Once you start with supply as the driving question, it changes how we think about trade-offs, and makes clearer the opportunity cost of inaction. And this is especially where the movement originated, in housing activism in the United States.
The problems on both sides of the Atlantic in this case are similar. In cities like San Francisco and New York, just like in, well, basically all of Britain, demand for housing hugely outstrips supply, making the cities extremely expensive to live in.
And the cause is similar: it’s simply too hard to build. America has a legalistic culture, with new housing schemes often bogged down in lawsuits. And here in Britain, our planning system is plagued with layers of consultation, review and regulation – all of which has the net effect of making building more homes torturously slow, and unable to keep pace with demand.
This is perhaps why housing is the area of the so-called Abundance Agenda that Keir Starmer has embraced most wholeheartedly. At the Labour Party conference in 2023, when asked if he is a “YIMBY” – a pro-building advocate who says “Yes In My Back Yard”, the prime minister simply replied “Yes”.
And the benefits of an abundance view that advocates increasing the supply of housing is clear, as building more homes – an abundance of homes – solves, well, seemingly everything.
For example, if we can reduce the proportion of household incomes spent on housing, people will feel better off – and will be able to put their money at work where it is more economically useful. More housing would also make it easier for people to move to where there are new job opportunities – better matching skills to where they are needed.
It can even reduce regional inequality, by increasing geographic mobility, and not just filtering wealth straight to the landlords at the top of the tree. And building more could also make future population pyramid problems less severe, as with more housing, people will have more space to raise families.
No wonder an influential 2021 essay coined the phrase the “housing theory of everything”, to describe Britain’s problems.
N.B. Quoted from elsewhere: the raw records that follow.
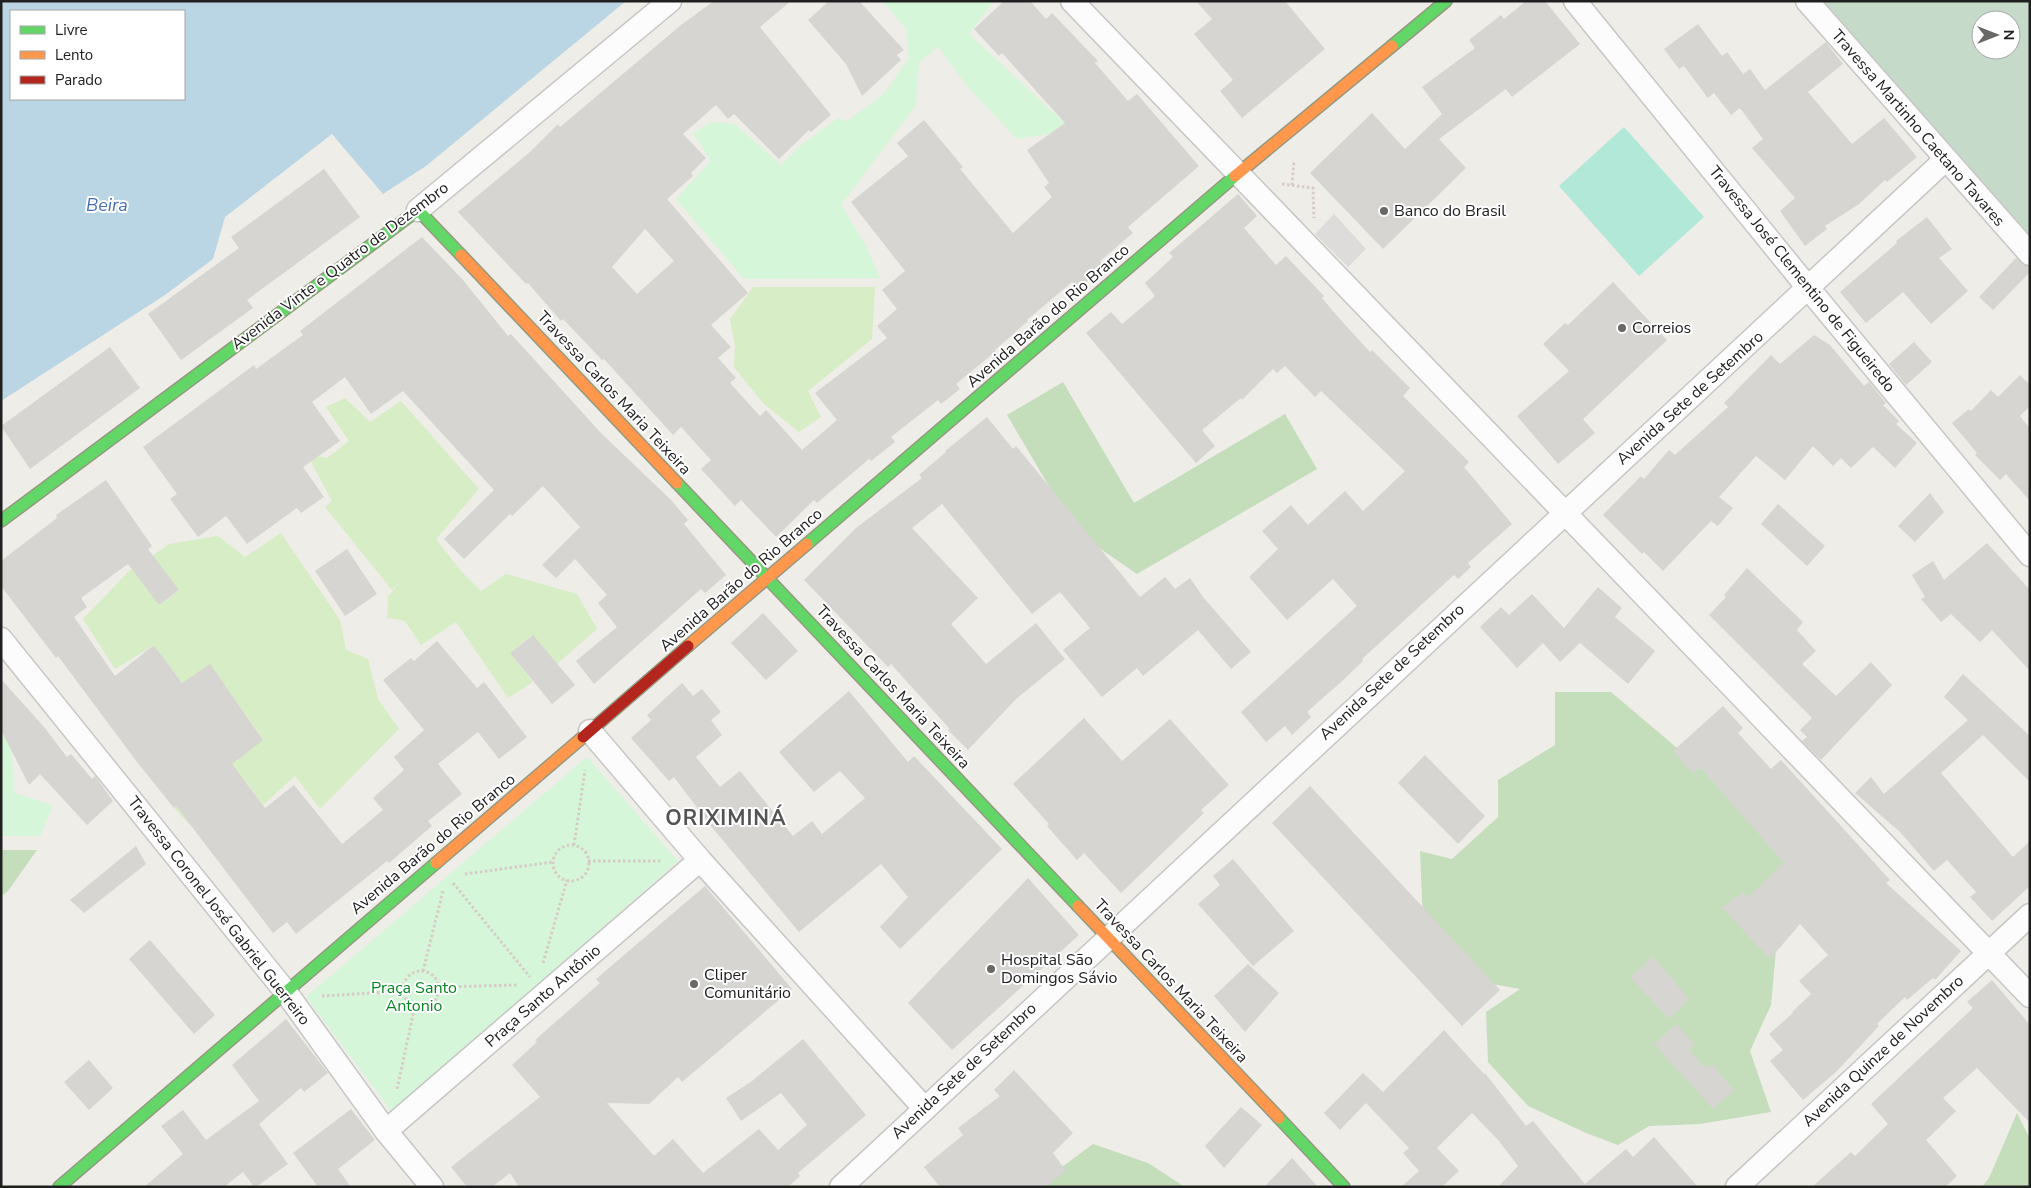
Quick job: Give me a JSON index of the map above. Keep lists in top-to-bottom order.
{
  "streets": {
    "street": [
      "Travessa Martinho Caetano Tavares",
      "Avenida Vinte e Quatro de Dezembro",
      "Travessa José Clementino de Figueiredo",
      "Avenida Barão do Rio Branco",
      "Travessa Carlos Maria Teixeira",
      "Avenida Sete de Setembro",
      "Travessa Coronel José Gabriel Guerreiro",
      "Praça Santo Antônio",
      "Avenida Quinze de Novembro"
    ]
  },
  "crossings": [
    ["Travessa Martinho Caetano Tavares", "Avenida Sete de Setembro"],
    ["Avenida Vinte e Quatro de Dezembro", "Travessa Carlos Maria Teixeira"],
    ["Travessa José Clementino de Figueiredo", "Avenida Sete de Setembro"],
    ["Avenida Barão do Rio Branco", "Travessa Carlos Maria Teixeira"],
    ["Avenida Barão do Rio Branco", "Travessa Coronel José Gabriel Guerreiro"],
    ["Travessa Carlos Maria Teixeira", "Avenida Sete de Setembro"],
    ["Travessa Coronel José Gabriel Guerreiro", "Praça Santo Antônio"]
  ],
  "districts": ["ORIXIMINÁ"],
  "water": ["Beira"],
  "parks": ["Praça Santo Antonio"],
  "places": [
    "Banco do Brasil",
    "Correios",
    "Hospital São Domingos Sávio",
    "Cliper Comunitário"
  ],
  "legend": ["Livre", "Lento", "Parado"],
  "north": "right"
}
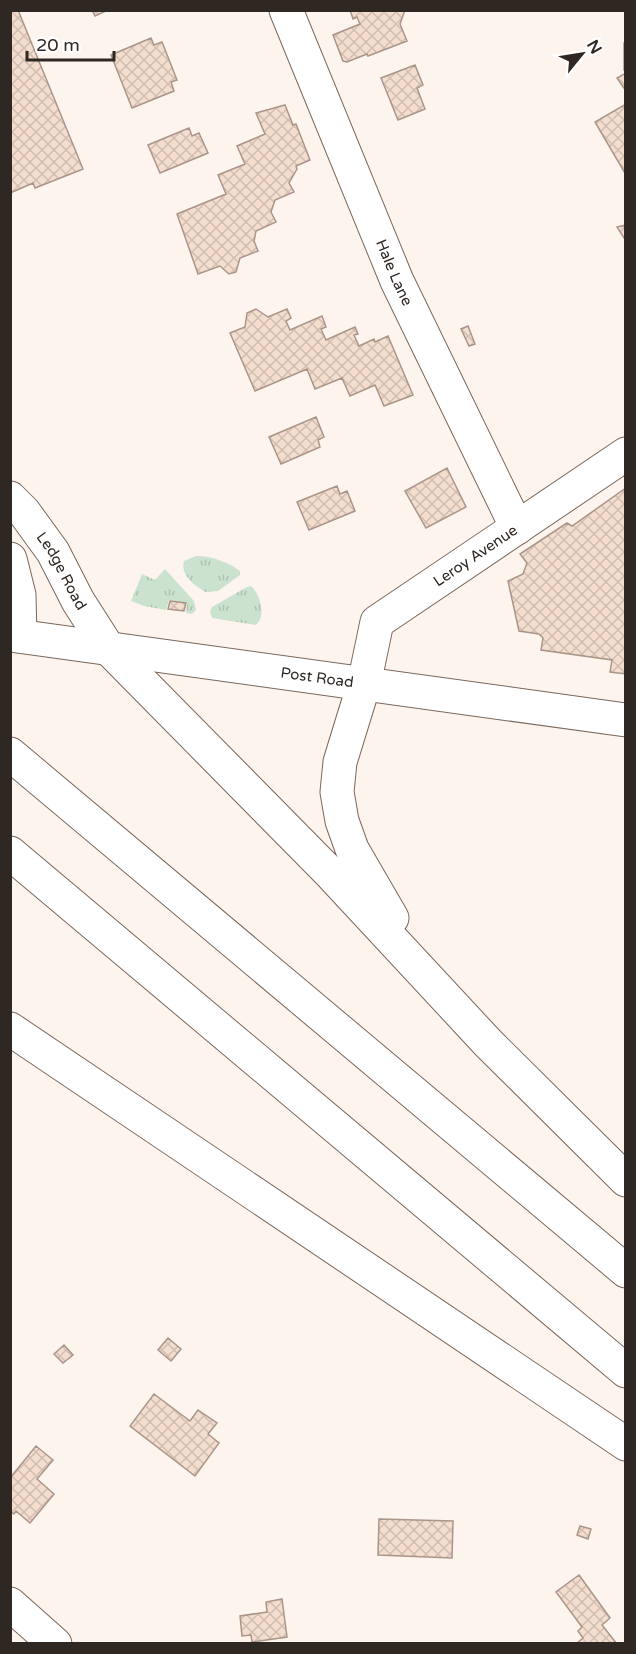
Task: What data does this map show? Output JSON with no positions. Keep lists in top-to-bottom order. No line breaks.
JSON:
{"streets":{"main road":["Hale Lane","Leroy Avenue","Ledge Road","Post Road"]},"crossings":[["Hale Lane","Leroy Avenue"],["Leroy Avenue","Ledge Road"],["Leroy Avenue","Post Road"],["Ledge Road","Post Road"]],"scale_bar":"20 m","north":"top right"}
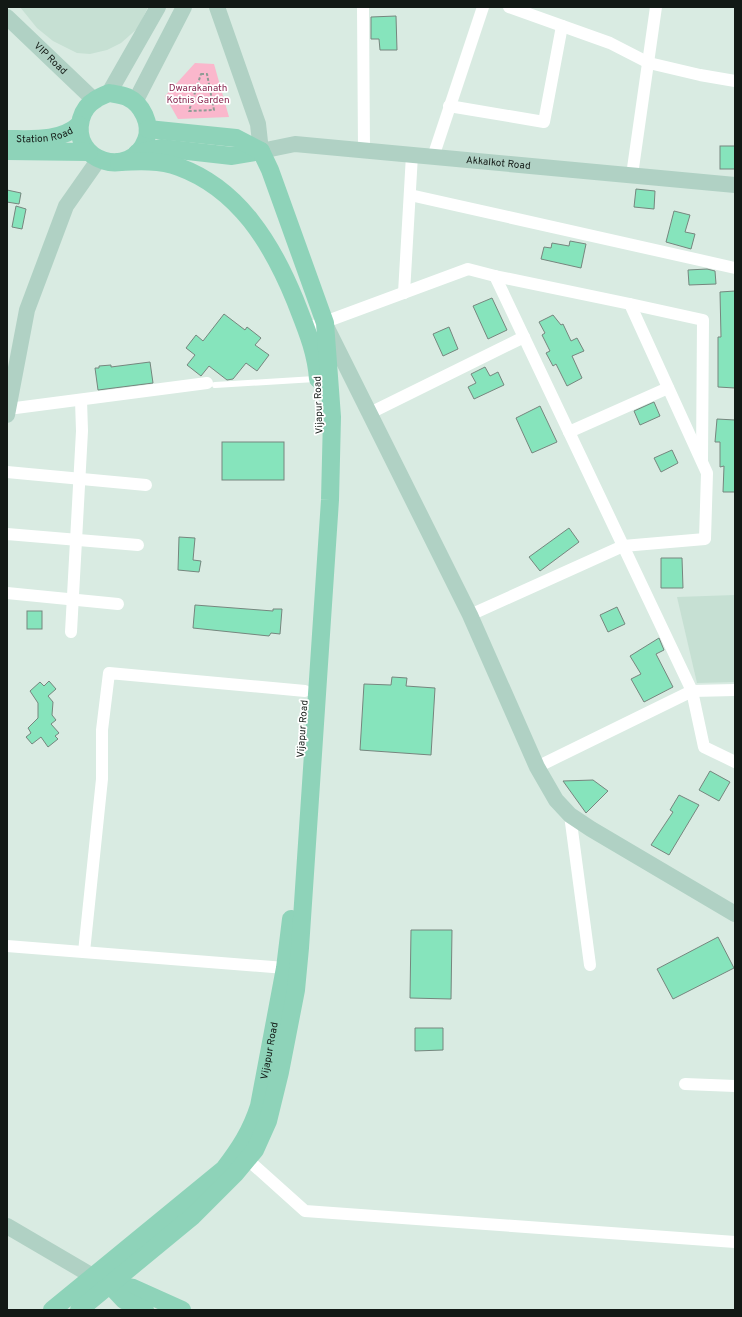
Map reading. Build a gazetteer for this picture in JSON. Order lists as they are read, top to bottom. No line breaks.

Seeing the prime minister apparently water down his commitment to planning reform in the commons felt like backward step. But there is at least some reason for optimism here in the UK. The core problem has been identified – our lack of growth – and my view is that the ideas around abundance make an effective lens that shows us the route to a country that works.
Britain might feel broken right now, but the simple idea of abundance has gained a good deal of attention in the Labour party. It’s an outlook with far-reaching consequences – and one that suggests we might just have the tools to build a country that works after all.